As the point was made above, for health data in particular, there is an argument to be made that while people deserve to be protected from exposure of their own health data in unfair or commercially exploitative ways, they may not be entitled to demand excluding their data from legitimate and necessary research that holds social value. Even so, line-drawing will become very contentious in such a model (what you and I think of as socially beneficial research may not be unanimously seen as such, and so on.)
FROM: Deven McGraw
TO: Matt, David, Bob , Mario and Brenda
Seems like we are all aligned that it will take more than de-identification and consent to build trust in uses of health data. (BTW, I for one would not “do away” with notice and choice entirely - because that’s often what consumers say they want. I think we have sufficient proof that over-reliance on notice and choice to protect privacy does not work - but providing some choice, along with other protections and mechanisms of accountability, makes more sense to me.)
Agree with Brenda that there are PETs that are underexplored, underused, and undervalued in protecting privacy. I have often wondered whether the law provides sufficient incentives for use of these technologies. For example, under HIPAA, you get no credit for making data available in a data enclave (where you can put more controls on access) vs. making a copy of that data and sending it to the third party. Privacy law should provide incentives for use of technologies that minimize privacy risk. Is it the case that pseudonymization and de-identification are the only privacy risk reduction techniques for which there are incentives in the law?

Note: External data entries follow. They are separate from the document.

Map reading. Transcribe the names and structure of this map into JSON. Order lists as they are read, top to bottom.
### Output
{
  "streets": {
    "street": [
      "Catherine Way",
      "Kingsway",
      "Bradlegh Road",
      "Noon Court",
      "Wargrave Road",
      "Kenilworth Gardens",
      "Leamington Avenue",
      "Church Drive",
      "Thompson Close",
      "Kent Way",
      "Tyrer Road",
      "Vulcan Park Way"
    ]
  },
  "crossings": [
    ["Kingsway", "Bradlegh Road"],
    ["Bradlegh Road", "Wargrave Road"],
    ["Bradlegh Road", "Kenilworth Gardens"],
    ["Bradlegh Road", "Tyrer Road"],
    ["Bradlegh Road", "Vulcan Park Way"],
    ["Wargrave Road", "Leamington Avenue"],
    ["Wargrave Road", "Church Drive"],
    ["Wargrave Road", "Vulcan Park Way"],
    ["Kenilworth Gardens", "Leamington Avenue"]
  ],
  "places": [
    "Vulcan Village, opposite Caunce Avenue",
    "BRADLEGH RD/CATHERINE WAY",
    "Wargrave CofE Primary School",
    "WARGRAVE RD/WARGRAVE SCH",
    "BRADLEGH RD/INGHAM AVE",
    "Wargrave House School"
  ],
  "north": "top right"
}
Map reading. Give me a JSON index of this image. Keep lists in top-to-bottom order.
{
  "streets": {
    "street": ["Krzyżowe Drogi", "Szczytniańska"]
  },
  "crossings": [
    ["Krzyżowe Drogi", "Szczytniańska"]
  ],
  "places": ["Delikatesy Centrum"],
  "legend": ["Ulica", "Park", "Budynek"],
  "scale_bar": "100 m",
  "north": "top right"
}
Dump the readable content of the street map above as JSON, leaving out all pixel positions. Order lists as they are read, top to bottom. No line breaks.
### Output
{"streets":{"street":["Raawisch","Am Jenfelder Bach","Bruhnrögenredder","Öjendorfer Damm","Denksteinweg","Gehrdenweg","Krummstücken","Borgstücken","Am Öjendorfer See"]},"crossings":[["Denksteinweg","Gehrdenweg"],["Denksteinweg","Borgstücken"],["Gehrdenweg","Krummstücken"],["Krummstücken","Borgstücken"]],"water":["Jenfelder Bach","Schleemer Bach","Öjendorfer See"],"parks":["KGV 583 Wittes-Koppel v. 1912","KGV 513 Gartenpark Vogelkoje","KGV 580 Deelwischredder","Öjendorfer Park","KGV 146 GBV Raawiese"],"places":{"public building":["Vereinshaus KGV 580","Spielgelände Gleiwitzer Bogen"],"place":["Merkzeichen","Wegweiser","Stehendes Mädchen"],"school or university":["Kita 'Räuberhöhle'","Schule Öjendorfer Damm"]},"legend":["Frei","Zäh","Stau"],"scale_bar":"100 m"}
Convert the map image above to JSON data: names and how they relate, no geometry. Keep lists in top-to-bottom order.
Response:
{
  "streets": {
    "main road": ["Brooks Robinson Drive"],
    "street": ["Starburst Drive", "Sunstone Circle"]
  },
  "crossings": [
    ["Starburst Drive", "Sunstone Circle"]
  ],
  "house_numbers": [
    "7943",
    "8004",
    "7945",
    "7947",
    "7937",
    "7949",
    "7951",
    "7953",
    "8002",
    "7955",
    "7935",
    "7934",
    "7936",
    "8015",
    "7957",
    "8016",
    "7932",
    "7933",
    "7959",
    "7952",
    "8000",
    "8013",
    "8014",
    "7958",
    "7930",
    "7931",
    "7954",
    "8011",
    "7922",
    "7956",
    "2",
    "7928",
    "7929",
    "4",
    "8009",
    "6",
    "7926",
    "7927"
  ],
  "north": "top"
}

I also want to +1 to David Hoffman’s call for using health data to improve lives of all of us AND protecting privacy. I recently co-authored a paper with Ken Mandl making the argument that health privacy laws spend too much time focusing on protecting the information and not enough time with assuring it is available, responsibly, to improve individual and population health. Should we require collectors of health data (and data intended to be used for health purposes) to commit to making that data accessible for good? We also made the argument that notice and choice and de-identification are not sufficient, and that we need a more layered approach. https://rdcu.be/cc66j (open access for anyone interested in reading it - fair warning that it’s a bit long).
Seems that one could combine Brenda’s minimal, baseline approach (applicable in most or all contexts) and then layer on additional protections a la David’s suggestion that more protective measures are required the greater the uses of data. Curious what the triggers would be for application of greater measures.
FROM: Bob
TO: David, Deven, Mario, Matt, and Brenda
That really makes me think. One of my hats is writing essays for PeopleScience.com on applied behavioral science. And this discussion makes me think about why computer security needs to ENABLE people to do the work they have to do, not just put up roadblocks. Because people with work to do will always find a way. and when infosec is a pain, people just do risky things to get their jobs done. Deven makes me think: Rather than a law that says medical researchers can't do and can't do that...we'd be better to create pathways that they CAN (and must) use. Otherwise, enterprising firms will....find a way, as they do now, that we'll probably dislike.
FROM: Matt
TO: Bob, David, Deven, Brenda, and Mario
Absolutely agree. If there is one crucial takeaway from the discussion that’s it. People find a way. Give them a safe, ethical, fast pathway to realize value and they’ll take it.